FastPitch | FastPitch: Parallel Text-to-speech with Pitch Prediction (arXiv)

HiFi-GAN | HiFi-GAN: Generative Adversarial Networks for Efficient and High Fidelity Speech Synthesis (arXiv)

Audio Samples

You can listen to some audio samples here.

Multispeaker model (in progress)

Multispeaker weights are available for the FastPitch model. Currently, another male voice and two female voices have been added. Audio samples can be found here. Download weights here. There also exists an ONNX version for this model.

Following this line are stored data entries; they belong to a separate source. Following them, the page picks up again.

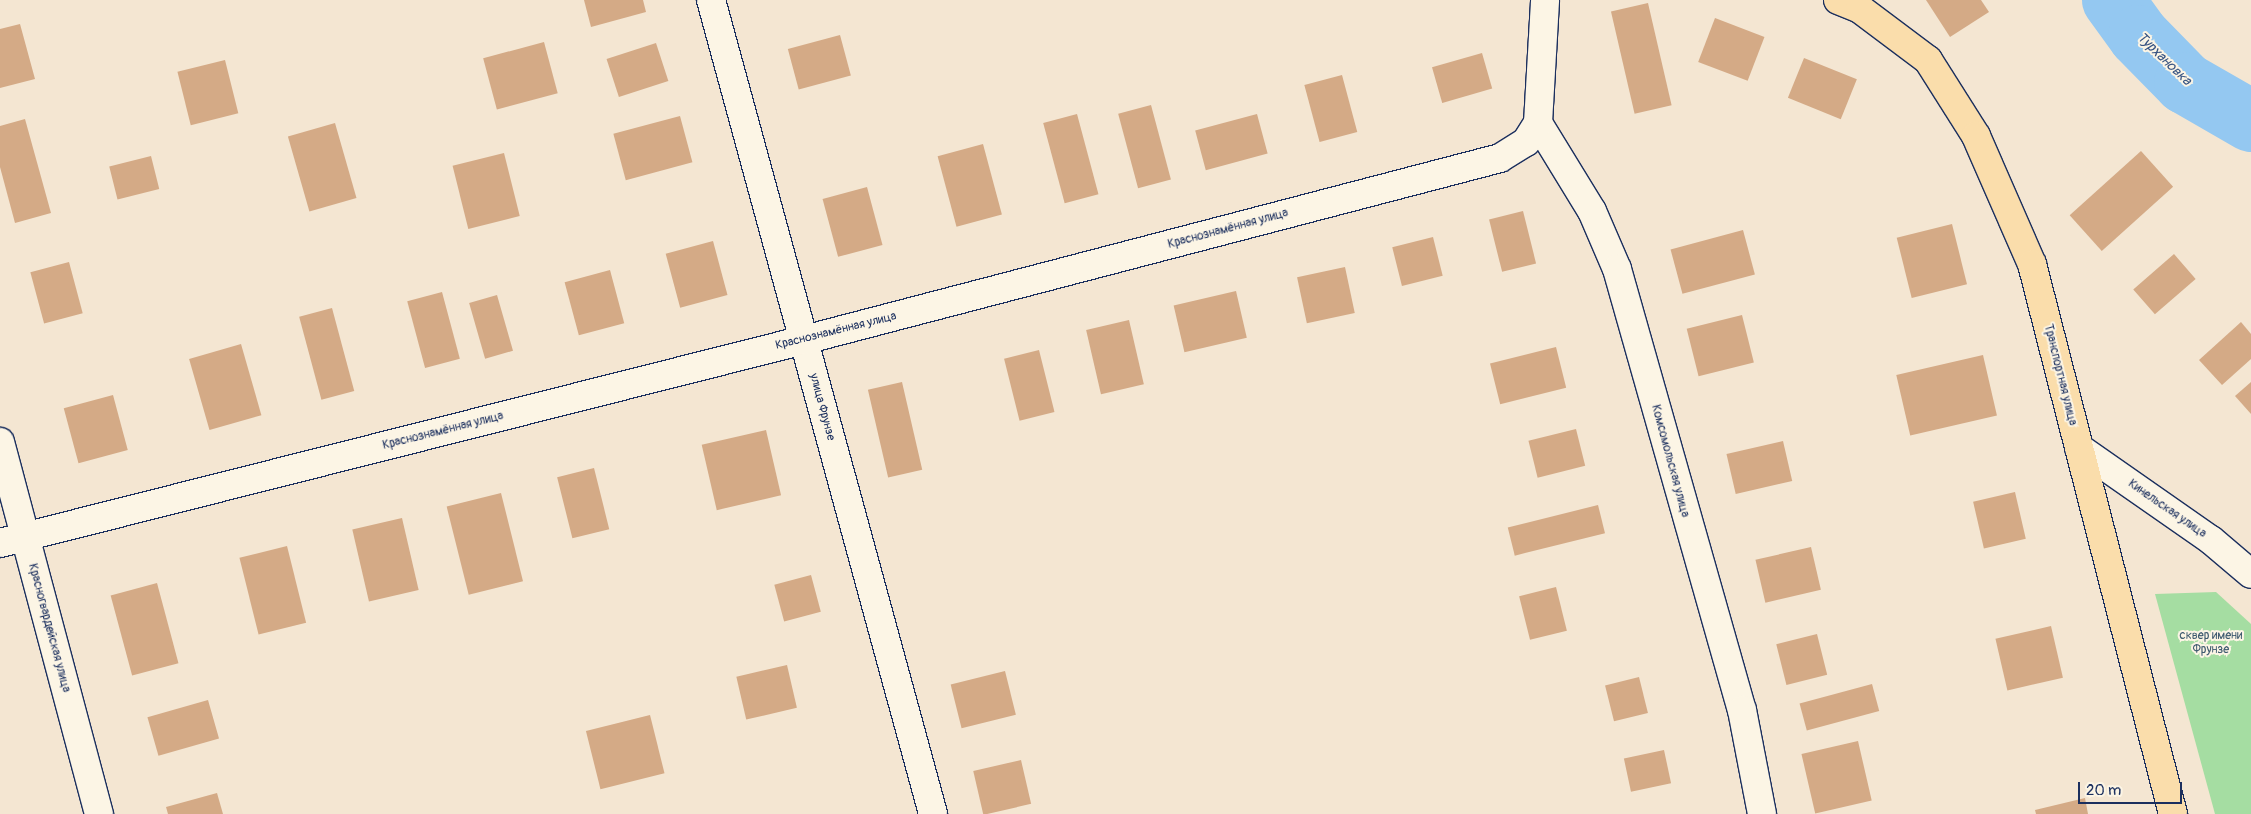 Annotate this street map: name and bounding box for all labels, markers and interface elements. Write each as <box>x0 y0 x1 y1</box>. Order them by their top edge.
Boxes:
water label: Турхановка <box>2133 29 2195 89</box>
street label: Краснознамённая улица <box>1166 206 1290 252</box>
street label: Краснознамённая улица <box>774 309 898 353</box>
street label: Транспортная улица <box>2040 323 2080 427</box>
street label: улица Фрунзе <box>806 372 838 442</box>
street label: Комсомольская улица <box>1648 403 1692 519</box>
street label: Краснознамённая улица <box>381 409 505 453</box>
street label: Кинельская улица <box>2125 477 2209 541</box>
street label: Красногвардейская улица <box>25 562 73 694</box>
park label: сквер имени Фрунзе <box>2180 629 2242 657</box>
scale bar <box>2081 772 2185 804</box>
text: 20 m <box>2086 781 2121 800</box>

The multispeaker dataset was created by synthesizing data with Coqui's XTTS-v2 model and a mix of voices from the Tunisian_MSA dataset.

Quick Setup

The models were trained with the mse loss as described in the papers. I also trained the models using an additional adversarial loss (adv). The difference is not large, but I think that the (adv) version often sounds a bit clearer. You can compare them yourself.

Running python download_files.py will download all pretrained weights, alternatively:

Download the pretrained weights for the Tacotron2 model (mse | adv).

Download the pretrained weights for the FastPitch model (mse | adv).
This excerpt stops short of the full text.